§ **TASK OBJECTIVE**
Track down every line below that holds "data" and copy it.

/---

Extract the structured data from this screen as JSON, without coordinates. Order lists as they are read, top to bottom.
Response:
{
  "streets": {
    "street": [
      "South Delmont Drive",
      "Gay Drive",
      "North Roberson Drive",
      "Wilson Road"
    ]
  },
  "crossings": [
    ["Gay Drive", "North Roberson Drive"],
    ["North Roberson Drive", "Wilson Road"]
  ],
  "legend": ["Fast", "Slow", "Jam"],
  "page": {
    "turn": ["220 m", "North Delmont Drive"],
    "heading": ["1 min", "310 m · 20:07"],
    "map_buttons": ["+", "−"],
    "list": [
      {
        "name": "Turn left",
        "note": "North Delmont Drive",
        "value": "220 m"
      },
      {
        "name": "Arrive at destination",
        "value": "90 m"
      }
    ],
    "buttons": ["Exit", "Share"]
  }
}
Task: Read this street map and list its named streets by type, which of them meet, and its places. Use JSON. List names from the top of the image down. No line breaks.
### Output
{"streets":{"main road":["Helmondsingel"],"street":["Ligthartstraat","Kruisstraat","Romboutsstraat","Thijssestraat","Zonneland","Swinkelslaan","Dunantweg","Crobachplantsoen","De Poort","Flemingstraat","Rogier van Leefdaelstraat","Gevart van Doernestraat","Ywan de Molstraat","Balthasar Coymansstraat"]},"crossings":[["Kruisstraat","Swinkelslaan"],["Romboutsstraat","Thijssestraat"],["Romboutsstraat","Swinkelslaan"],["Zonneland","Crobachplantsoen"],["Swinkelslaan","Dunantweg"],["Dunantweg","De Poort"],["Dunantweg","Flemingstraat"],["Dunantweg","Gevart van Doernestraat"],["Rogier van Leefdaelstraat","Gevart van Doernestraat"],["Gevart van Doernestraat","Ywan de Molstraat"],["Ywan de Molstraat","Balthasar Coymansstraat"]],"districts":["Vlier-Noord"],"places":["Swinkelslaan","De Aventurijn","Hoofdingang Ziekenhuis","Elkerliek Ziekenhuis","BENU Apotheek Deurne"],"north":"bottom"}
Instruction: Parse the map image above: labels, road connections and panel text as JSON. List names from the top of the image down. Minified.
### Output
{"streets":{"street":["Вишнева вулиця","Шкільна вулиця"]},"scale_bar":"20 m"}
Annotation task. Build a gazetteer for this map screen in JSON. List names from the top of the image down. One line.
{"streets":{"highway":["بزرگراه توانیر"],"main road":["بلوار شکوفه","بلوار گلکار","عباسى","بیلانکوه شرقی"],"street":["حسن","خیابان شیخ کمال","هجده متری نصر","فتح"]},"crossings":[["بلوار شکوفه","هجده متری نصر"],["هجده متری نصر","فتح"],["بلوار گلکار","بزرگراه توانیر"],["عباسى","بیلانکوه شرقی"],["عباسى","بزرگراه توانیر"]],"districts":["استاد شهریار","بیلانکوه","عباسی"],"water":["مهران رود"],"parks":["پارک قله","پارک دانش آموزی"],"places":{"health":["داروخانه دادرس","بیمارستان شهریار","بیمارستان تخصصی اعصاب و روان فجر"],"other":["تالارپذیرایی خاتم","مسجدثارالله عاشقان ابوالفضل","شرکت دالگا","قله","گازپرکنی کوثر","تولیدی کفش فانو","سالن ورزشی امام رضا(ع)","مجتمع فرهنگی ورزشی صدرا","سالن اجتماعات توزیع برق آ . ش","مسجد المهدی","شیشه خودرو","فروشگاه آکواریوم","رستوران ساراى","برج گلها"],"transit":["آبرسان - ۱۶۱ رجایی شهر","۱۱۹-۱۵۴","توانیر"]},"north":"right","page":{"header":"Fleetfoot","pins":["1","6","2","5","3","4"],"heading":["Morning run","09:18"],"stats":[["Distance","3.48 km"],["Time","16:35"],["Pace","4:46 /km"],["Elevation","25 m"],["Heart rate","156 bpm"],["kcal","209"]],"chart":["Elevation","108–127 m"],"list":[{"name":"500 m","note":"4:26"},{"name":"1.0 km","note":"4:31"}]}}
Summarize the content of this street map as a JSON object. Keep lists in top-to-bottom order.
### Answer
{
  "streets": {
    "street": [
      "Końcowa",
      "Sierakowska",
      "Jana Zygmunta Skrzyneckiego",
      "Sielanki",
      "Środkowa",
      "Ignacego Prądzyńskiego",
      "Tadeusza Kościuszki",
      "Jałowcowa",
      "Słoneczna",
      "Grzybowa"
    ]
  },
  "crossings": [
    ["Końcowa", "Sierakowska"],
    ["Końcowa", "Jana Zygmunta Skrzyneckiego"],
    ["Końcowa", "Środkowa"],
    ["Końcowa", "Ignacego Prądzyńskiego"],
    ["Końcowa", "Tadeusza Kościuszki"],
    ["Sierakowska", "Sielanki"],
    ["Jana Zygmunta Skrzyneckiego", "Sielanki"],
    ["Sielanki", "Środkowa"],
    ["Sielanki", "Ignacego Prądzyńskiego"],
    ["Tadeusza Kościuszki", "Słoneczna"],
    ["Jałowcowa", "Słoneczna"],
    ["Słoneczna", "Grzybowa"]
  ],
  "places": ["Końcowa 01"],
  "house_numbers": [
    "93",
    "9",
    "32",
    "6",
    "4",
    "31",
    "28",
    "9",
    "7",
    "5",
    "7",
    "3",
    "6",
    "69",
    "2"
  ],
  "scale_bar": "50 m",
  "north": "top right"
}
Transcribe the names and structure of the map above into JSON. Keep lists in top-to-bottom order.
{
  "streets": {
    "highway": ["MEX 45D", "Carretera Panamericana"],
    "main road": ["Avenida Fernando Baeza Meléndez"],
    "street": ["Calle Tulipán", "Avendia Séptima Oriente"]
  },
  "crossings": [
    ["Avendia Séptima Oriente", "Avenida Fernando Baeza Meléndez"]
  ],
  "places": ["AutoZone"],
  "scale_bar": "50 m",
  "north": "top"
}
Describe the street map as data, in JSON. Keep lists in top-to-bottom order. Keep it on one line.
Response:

\---

§ **TASK ANSWER**
Extract the structured data from this screen as JSON, without coordinates. Order lists as they are read, top to bottom.
Describe the street map as data, in JSON. Keep lists in top-to-bottom order. Keep it on one line.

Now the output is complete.